WORK REQUIRED: Every line that holds the word "labels" needs to be copied from the data below.
--- SOURCE INFORMATION ---
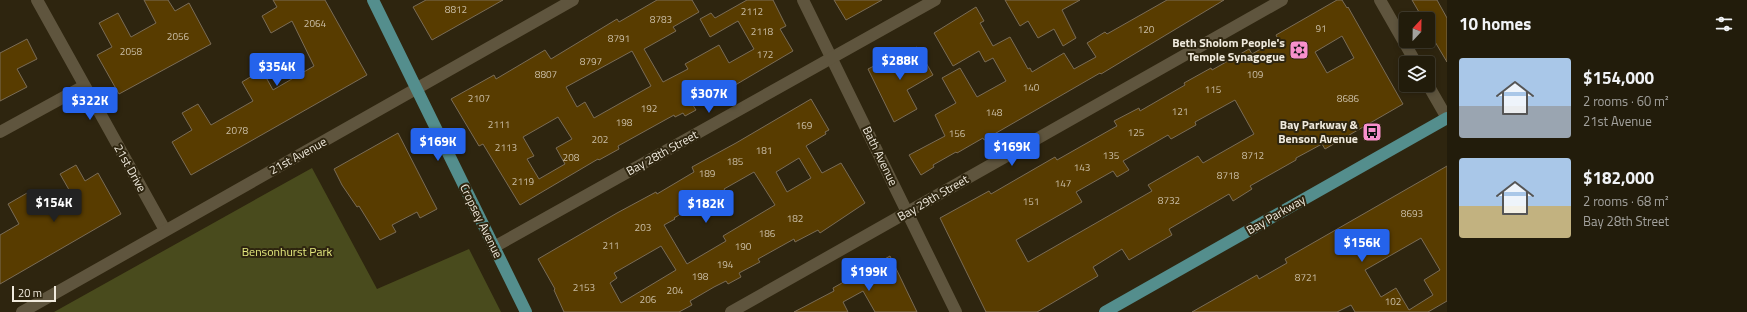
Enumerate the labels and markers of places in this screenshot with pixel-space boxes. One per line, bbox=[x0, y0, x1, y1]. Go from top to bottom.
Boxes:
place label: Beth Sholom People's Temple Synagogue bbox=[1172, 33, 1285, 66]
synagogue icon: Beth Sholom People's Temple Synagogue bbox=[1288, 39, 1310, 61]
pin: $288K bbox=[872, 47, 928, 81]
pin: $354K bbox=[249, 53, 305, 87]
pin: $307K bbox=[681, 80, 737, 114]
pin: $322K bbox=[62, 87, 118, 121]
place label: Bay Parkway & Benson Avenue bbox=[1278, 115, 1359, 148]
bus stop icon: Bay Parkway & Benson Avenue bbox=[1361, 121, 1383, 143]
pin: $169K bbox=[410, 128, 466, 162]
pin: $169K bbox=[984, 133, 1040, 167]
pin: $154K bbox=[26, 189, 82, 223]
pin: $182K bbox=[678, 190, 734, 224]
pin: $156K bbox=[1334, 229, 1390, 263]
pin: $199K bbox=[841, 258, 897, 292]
---
--- SOURCE INFORMATION ---
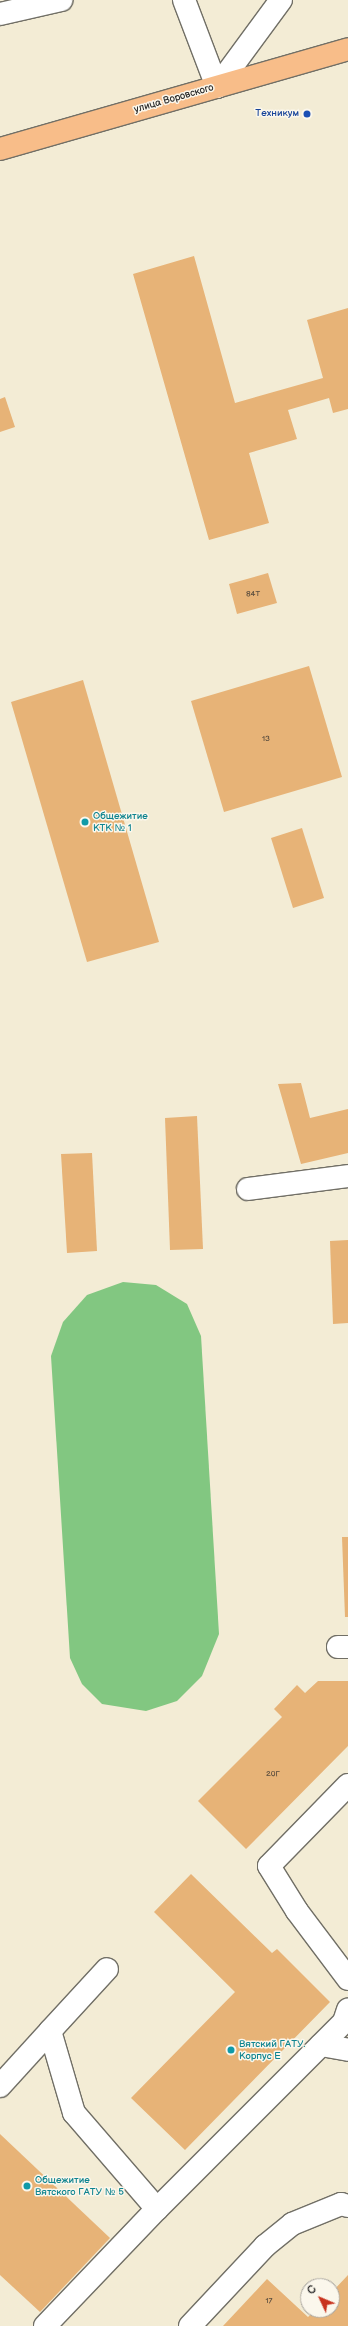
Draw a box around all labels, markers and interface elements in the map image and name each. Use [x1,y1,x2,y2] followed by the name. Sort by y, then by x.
---
--- SOURCE INFORMATION ---
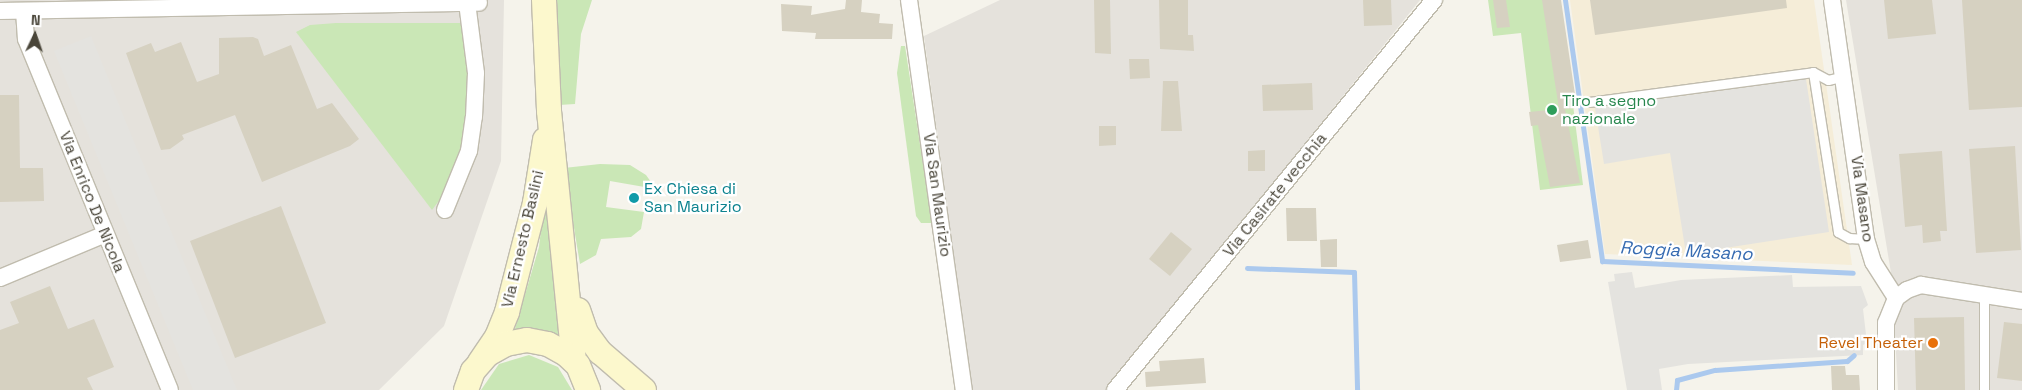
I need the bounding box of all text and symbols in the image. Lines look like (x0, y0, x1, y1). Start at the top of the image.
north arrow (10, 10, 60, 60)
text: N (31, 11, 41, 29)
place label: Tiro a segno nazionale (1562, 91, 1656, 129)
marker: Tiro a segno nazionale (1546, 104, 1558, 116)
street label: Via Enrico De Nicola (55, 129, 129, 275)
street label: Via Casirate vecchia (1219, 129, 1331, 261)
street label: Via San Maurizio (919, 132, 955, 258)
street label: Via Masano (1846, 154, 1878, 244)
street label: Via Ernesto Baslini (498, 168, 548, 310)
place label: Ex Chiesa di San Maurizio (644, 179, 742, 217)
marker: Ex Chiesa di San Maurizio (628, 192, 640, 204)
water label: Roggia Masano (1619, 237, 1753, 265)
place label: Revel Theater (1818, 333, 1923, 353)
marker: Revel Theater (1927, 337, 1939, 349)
---
WRITTEN ANSWER:
Enumerate the labels and markers of places in this screenshot with pixel-space boxes. One per line, bbox=[x0, y0, x1, y1]. Go from top to bottom.
Draw a box around all labels, markers and interface elements in the map image and name each. Use [x1,y1,x2,y2] followed by the name. Sort by y, then by x.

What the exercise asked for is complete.